RECORDS TO USE Start Marker
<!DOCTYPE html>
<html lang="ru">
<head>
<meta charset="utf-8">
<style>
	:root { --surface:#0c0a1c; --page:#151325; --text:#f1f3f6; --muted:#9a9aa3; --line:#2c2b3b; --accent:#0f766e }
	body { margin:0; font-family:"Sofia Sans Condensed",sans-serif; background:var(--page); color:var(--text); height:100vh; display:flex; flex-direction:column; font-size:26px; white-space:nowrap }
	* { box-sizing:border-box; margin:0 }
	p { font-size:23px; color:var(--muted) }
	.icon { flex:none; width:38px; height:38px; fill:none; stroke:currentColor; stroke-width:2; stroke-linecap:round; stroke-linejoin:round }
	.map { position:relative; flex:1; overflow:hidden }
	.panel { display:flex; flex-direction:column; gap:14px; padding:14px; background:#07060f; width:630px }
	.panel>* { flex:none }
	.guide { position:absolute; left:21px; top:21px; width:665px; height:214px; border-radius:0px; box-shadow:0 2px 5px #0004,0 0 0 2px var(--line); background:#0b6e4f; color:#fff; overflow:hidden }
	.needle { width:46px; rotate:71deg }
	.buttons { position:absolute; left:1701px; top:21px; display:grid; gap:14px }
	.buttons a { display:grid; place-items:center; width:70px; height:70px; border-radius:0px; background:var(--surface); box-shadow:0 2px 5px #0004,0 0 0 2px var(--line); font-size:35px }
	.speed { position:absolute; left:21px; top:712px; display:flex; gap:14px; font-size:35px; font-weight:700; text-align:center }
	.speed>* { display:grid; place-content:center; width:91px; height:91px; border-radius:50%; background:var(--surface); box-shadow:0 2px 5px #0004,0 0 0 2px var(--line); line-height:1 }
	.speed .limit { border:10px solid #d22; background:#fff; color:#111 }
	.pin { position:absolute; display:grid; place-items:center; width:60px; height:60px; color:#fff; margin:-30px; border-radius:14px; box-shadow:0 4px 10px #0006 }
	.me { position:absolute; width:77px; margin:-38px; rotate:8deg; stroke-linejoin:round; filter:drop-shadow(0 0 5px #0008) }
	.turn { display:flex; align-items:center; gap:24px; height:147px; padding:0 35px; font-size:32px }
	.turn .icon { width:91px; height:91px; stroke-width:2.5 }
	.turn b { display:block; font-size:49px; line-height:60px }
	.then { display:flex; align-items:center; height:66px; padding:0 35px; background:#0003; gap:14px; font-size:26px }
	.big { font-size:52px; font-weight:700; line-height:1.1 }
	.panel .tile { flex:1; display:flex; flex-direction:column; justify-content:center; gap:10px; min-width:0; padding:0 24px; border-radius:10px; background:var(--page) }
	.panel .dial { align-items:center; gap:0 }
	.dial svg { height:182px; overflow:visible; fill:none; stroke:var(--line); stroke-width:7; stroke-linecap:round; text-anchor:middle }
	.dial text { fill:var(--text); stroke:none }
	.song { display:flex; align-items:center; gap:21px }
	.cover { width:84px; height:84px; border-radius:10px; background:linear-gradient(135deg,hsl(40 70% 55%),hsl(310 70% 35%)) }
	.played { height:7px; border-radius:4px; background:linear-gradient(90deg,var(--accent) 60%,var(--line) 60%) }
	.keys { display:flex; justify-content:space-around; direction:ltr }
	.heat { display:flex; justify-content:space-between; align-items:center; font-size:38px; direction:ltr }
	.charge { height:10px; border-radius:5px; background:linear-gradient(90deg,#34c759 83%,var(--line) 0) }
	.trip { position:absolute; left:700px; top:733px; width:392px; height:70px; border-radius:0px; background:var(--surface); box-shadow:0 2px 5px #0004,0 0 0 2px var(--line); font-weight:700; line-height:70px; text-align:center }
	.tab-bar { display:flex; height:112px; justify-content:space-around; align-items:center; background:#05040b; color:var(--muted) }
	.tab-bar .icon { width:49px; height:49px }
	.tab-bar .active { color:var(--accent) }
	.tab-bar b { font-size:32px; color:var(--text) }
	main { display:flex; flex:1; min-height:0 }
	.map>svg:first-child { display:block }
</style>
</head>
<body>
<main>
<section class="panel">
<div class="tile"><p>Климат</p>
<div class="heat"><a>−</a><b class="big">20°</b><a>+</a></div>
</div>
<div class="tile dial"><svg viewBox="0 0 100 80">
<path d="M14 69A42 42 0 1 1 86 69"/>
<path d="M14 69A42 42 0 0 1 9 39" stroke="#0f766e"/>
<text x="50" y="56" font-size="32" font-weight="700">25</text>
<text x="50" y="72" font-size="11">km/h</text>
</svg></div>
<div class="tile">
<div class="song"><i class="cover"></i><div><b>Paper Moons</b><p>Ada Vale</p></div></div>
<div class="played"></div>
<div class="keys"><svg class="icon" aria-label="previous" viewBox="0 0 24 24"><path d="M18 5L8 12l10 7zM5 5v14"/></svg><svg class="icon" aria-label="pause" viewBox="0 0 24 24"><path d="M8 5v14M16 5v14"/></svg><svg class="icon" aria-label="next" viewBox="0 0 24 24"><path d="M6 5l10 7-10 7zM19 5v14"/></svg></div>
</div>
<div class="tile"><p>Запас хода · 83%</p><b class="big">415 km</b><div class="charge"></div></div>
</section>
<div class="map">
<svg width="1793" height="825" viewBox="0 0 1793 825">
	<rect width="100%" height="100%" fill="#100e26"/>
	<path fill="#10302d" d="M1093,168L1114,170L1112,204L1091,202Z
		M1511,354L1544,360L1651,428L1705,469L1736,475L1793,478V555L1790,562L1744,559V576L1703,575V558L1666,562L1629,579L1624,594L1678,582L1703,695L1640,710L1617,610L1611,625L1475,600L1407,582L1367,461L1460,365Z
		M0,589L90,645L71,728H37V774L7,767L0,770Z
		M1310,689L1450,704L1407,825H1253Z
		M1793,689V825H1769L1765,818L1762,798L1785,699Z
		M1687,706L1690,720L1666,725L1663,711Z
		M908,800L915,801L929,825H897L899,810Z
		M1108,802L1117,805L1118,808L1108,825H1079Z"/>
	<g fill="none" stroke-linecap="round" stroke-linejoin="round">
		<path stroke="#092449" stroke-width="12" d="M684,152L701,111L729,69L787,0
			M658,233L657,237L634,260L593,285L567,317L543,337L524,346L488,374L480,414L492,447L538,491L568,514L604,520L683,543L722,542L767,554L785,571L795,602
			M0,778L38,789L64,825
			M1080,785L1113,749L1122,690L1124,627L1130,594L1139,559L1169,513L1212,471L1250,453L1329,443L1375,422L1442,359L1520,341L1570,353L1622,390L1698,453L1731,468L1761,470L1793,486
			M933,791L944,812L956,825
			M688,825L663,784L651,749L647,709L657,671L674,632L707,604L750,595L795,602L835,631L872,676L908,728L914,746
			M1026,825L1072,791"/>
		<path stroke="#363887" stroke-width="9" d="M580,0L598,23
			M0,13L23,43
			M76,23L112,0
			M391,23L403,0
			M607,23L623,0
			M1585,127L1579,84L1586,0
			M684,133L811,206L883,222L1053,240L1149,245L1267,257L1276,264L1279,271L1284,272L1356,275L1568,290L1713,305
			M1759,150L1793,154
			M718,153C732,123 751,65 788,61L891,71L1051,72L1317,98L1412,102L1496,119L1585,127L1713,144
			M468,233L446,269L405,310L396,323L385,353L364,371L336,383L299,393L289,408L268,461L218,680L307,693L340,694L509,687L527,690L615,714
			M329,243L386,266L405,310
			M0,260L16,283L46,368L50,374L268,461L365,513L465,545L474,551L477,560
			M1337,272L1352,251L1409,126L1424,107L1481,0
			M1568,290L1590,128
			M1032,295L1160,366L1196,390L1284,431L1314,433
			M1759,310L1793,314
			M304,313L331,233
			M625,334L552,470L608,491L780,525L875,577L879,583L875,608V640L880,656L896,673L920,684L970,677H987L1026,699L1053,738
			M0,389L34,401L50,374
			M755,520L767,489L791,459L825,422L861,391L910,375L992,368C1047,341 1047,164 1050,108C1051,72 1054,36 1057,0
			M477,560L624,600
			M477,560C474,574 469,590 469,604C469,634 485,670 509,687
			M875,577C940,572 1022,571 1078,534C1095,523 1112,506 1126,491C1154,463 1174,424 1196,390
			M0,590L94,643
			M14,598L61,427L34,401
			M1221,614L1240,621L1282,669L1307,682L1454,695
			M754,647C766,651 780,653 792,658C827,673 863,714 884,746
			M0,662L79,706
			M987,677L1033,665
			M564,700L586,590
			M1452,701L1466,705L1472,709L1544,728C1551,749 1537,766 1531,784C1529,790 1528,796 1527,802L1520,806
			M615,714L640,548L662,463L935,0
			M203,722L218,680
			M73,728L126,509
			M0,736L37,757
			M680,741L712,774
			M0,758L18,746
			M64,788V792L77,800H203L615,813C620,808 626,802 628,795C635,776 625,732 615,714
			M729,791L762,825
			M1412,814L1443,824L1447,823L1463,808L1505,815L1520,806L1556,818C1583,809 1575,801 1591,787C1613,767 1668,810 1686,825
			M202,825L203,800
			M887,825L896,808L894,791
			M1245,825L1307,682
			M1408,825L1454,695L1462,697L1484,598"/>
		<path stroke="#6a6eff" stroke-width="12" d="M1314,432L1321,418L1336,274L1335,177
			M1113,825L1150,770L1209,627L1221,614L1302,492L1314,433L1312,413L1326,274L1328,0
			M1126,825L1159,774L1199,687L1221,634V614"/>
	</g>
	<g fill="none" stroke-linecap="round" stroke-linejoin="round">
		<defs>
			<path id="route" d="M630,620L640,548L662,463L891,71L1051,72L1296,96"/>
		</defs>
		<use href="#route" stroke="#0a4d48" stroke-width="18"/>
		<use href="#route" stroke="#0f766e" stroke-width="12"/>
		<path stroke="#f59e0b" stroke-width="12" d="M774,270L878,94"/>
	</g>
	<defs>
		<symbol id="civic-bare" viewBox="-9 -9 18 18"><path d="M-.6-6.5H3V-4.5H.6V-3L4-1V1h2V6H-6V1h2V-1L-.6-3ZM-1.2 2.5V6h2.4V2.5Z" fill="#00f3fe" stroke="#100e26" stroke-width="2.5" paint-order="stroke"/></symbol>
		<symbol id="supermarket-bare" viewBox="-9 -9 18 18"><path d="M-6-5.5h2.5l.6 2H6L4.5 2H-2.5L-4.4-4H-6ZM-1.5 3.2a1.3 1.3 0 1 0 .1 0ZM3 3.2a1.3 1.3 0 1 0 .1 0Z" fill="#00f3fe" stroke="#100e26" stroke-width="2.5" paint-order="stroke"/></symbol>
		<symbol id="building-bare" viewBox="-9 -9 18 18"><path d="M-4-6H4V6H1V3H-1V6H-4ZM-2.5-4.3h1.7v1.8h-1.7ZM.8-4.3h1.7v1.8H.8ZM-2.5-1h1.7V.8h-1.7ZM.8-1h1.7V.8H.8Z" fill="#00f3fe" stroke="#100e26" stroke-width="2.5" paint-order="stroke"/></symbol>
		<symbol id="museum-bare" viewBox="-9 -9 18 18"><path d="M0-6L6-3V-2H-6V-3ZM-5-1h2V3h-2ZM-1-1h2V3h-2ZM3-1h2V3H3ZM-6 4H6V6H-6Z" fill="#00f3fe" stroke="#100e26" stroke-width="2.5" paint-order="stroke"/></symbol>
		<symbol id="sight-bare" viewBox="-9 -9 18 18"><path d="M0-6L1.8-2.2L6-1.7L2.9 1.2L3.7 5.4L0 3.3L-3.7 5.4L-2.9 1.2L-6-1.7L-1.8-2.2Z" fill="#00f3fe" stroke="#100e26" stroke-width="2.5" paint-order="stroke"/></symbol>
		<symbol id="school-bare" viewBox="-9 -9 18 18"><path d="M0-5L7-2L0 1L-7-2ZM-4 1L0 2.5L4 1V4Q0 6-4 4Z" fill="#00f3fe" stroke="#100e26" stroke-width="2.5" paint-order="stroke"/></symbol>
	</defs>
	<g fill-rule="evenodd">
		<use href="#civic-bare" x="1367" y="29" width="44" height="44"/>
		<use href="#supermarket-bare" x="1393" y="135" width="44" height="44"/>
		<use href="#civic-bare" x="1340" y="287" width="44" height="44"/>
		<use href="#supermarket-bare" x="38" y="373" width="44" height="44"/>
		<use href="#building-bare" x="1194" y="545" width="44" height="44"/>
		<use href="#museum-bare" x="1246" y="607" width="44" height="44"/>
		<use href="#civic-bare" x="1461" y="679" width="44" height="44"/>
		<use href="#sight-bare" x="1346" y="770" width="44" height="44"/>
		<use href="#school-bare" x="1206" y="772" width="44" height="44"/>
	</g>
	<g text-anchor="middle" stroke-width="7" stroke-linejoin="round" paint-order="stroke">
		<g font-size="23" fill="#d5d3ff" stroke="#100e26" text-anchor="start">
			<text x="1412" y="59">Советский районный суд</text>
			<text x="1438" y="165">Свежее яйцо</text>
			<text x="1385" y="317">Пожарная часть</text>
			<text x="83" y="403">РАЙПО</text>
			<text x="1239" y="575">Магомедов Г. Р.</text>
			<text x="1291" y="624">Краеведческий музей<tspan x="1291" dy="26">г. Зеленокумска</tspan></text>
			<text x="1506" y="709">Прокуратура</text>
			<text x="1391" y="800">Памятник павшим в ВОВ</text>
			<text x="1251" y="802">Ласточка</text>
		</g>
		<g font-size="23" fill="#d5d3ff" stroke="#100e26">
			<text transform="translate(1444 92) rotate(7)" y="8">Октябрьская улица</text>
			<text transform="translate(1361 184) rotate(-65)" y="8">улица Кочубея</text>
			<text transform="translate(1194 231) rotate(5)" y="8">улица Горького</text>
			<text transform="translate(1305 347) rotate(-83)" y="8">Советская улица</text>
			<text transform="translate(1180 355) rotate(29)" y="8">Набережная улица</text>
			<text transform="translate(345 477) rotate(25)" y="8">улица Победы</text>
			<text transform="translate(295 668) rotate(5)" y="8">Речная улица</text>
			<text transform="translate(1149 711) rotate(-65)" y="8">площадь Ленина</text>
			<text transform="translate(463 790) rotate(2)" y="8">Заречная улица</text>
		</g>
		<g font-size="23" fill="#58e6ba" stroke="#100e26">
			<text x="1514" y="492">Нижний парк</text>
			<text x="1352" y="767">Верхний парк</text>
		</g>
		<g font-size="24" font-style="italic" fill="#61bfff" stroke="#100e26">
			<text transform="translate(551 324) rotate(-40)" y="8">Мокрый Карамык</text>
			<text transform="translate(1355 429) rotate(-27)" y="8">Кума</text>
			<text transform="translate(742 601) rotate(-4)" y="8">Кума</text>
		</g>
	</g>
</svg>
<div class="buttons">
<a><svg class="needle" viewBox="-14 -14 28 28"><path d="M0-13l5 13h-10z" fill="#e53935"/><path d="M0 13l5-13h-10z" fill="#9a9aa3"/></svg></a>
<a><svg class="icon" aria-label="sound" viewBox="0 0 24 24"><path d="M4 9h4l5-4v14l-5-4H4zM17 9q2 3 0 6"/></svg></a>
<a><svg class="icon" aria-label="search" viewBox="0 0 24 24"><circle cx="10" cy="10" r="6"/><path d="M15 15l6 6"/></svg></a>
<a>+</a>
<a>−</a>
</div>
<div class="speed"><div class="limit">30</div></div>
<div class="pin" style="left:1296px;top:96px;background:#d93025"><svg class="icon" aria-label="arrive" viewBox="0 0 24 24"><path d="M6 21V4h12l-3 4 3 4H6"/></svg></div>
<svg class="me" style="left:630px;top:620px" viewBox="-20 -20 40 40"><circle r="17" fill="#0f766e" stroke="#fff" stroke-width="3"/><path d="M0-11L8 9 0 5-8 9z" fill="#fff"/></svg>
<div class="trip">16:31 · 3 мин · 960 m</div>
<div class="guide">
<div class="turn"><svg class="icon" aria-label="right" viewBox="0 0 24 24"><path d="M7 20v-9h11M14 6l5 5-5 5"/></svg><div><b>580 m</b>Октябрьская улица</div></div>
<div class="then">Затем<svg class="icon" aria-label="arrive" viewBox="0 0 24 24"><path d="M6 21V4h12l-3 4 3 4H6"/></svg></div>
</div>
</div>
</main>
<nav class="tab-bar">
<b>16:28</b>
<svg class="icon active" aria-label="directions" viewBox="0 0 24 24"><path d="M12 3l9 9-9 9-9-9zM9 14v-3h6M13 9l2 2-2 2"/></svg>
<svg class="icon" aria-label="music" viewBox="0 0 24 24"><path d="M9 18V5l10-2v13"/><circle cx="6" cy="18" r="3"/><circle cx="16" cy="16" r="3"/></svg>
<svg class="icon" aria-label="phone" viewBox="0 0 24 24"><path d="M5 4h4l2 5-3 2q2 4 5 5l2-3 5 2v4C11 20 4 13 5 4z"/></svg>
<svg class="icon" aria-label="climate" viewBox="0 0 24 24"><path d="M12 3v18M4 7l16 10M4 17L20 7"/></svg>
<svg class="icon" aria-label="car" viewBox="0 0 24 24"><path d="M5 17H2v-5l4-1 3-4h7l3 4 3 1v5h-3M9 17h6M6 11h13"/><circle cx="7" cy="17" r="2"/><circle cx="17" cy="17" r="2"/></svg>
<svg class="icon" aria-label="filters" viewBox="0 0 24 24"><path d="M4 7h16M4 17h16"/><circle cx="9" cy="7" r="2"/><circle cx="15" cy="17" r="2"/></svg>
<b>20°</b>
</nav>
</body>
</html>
RECORDS TO USE End Marker
*DIRECTIONS*
Find every line in the records above that contains the word "linejoin", and copy each one.

*ANSWER BOX*
	.icon { flex:none; width:38px; height:38px; fill:none; stroke:currentColor; stroke-width:2; stroke-linecap:round; stroke-linejoin:round }
	.me { position:absolute; width:77px; margin:-38px; rotate:8deg; stroke-linejoin:round; filter:drop-shadow(0 0 5px #0008) }
	<g fill="none" stroke-linecap="round" stroke-linejoin="round">
	<g fill="none" stroke-linecap="round" stroke-linejoin="round">
	<g text-anchor="middle" stroke-width="7" stroke-linejoin="round" paint-order="stroke">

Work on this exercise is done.